BEGIN MATERIAL PROVIDED

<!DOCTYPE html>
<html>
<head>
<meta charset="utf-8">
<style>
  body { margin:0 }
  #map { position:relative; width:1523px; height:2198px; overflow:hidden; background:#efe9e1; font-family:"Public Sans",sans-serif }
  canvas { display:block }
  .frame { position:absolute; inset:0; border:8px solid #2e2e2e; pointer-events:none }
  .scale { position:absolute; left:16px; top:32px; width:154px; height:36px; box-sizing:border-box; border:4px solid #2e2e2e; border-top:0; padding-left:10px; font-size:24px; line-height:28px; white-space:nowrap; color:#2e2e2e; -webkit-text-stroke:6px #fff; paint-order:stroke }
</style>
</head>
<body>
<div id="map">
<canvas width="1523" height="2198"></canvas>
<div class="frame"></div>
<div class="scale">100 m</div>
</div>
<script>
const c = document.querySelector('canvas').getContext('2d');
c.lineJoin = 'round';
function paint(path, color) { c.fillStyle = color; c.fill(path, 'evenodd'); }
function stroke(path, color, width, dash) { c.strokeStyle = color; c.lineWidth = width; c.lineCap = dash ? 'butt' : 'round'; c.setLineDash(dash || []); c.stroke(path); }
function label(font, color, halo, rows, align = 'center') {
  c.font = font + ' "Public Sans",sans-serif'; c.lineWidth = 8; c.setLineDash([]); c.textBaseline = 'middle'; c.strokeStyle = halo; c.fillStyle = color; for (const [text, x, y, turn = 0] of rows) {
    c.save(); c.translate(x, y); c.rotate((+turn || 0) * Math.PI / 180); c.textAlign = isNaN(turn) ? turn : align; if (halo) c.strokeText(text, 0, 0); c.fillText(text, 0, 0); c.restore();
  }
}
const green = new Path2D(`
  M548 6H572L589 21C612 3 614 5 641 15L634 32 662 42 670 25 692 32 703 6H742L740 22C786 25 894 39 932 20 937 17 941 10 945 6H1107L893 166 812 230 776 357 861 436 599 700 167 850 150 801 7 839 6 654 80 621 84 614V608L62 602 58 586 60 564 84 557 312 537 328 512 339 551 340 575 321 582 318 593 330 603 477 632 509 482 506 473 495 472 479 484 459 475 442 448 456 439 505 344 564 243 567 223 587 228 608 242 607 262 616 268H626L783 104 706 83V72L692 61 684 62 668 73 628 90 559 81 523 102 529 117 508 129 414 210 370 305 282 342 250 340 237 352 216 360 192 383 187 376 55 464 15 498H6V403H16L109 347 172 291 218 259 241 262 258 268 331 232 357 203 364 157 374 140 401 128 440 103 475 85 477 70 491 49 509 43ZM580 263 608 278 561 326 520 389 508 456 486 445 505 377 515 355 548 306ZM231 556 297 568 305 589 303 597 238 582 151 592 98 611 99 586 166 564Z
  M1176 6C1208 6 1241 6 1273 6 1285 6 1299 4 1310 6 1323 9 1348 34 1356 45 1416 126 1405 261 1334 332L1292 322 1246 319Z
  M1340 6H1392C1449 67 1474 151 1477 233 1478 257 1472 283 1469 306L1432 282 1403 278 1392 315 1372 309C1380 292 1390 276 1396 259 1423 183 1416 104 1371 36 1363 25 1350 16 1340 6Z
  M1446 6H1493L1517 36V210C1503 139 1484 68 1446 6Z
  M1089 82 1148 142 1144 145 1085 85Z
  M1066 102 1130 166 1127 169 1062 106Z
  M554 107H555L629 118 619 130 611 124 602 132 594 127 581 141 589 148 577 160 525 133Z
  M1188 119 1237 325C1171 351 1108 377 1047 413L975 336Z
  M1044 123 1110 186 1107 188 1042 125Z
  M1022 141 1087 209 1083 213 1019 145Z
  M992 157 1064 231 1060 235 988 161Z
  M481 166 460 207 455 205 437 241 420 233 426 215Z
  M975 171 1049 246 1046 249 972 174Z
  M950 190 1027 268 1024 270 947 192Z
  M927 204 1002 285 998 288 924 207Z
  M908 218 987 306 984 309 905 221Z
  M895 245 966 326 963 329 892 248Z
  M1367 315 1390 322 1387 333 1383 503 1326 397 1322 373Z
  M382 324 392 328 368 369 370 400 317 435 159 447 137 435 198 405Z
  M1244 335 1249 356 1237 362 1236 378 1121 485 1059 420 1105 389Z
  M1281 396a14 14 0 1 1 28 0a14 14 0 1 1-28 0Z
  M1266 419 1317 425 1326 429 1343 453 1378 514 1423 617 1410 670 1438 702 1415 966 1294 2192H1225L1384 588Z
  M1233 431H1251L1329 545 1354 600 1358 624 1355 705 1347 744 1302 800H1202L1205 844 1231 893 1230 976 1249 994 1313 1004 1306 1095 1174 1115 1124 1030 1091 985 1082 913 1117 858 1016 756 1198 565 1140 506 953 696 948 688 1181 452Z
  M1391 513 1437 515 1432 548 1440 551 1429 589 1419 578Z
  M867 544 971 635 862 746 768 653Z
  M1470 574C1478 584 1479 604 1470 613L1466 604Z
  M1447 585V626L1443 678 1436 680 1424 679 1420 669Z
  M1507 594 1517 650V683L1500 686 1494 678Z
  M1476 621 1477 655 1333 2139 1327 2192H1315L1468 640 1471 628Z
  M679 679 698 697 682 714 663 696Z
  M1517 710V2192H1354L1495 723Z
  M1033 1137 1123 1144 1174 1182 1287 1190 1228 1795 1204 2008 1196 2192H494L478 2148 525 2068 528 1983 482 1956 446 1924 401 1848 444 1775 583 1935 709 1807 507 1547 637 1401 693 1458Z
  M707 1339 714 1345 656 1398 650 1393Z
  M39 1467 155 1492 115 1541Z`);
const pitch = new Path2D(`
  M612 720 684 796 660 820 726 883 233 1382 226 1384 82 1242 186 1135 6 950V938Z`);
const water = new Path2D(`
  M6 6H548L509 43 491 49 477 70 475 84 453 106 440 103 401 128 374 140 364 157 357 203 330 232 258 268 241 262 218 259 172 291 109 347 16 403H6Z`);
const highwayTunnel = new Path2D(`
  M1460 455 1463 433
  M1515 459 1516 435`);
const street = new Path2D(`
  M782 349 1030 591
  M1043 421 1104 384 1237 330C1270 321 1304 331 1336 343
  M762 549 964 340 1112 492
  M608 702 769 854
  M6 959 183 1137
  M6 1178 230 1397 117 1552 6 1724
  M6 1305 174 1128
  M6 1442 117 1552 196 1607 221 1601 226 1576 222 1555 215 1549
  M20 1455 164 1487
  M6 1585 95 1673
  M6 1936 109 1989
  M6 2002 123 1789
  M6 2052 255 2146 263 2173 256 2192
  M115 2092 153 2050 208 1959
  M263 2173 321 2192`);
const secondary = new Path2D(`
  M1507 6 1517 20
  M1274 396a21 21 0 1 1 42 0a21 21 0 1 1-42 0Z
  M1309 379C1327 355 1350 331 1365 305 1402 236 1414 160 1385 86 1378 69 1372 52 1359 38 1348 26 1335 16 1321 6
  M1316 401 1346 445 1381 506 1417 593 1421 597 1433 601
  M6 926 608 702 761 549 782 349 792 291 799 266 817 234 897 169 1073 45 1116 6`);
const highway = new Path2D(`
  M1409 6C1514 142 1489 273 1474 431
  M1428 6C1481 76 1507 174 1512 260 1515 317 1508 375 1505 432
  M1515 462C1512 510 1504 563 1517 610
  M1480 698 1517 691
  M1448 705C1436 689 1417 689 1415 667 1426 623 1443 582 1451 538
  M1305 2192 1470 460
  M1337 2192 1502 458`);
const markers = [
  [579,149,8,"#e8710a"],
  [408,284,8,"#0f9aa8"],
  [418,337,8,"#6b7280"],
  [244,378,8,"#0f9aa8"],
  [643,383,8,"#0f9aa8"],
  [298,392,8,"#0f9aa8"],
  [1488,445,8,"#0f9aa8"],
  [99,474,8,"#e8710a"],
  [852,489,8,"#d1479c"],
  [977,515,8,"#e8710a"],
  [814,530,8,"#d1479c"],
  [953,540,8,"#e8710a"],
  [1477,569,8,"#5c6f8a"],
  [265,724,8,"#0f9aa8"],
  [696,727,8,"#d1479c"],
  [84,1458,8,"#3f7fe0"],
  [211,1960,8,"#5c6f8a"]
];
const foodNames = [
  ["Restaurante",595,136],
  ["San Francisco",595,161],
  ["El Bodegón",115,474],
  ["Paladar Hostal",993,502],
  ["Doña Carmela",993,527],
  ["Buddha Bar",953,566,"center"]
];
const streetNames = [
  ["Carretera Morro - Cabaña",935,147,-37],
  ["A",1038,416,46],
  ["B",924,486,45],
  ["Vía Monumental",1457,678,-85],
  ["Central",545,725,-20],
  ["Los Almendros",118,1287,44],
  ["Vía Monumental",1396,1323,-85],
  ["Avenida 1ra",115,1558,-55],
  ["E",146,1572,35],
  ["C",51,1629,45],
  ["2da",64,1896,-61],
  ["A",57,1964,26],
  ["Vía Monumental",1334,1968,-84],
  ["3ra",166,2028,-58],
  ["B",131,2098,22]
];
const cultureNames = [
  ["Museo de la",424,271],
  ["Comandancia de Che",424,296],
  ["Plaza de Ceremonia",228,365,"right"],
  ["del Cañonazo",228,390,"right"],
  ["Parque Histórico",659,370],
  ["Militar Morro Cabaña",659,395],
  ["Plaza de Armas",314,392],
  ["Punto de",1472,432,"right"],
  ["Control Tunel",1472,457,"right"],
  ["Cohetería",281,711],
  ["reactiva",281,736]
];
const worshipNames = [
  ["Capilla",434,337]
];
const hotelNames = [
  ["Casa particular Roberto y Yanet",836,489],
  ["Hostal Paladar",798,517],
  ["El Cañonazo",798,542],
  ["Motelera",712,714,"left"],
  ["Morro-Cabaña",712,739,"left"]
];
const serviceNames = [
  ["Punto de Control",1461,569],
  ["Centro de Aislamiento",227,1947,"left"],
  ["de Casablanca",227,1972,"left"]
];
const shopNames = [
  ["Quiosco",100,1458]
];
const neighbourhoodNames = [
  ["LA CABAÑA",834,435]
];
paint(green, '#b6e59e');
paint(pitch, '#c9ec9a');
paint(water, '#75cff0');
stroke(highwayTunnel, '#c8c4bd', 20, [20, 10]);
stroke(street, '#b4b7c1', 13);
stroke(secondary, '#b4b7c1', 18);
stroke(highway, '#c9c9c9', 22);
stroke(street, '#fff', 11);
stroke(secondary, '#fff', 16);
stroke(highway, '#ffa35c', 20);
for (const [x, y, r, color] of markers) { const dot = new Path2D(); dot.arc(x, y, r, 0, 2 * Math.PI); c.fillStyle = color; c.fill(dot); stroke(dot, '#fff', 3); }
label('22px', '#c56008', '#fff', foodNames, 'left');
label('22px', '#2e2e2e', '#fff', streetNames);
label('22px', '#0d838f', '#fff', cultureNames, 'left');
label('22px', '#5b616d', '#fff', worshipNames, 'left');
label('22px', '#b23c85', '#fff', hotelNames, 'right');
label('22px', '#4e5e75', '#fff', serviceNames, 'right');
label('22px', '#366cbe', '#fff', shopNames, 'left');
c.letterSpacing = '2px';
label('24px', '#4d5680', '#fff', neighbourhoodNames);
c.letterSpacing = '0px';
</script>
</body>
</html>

END MATERIAL PROVIDED

### WHAT TO DO
How many lines in the data above contain the word "canvas"? Reply with only that figure.

### ANSWER TO THE PROBLEM
3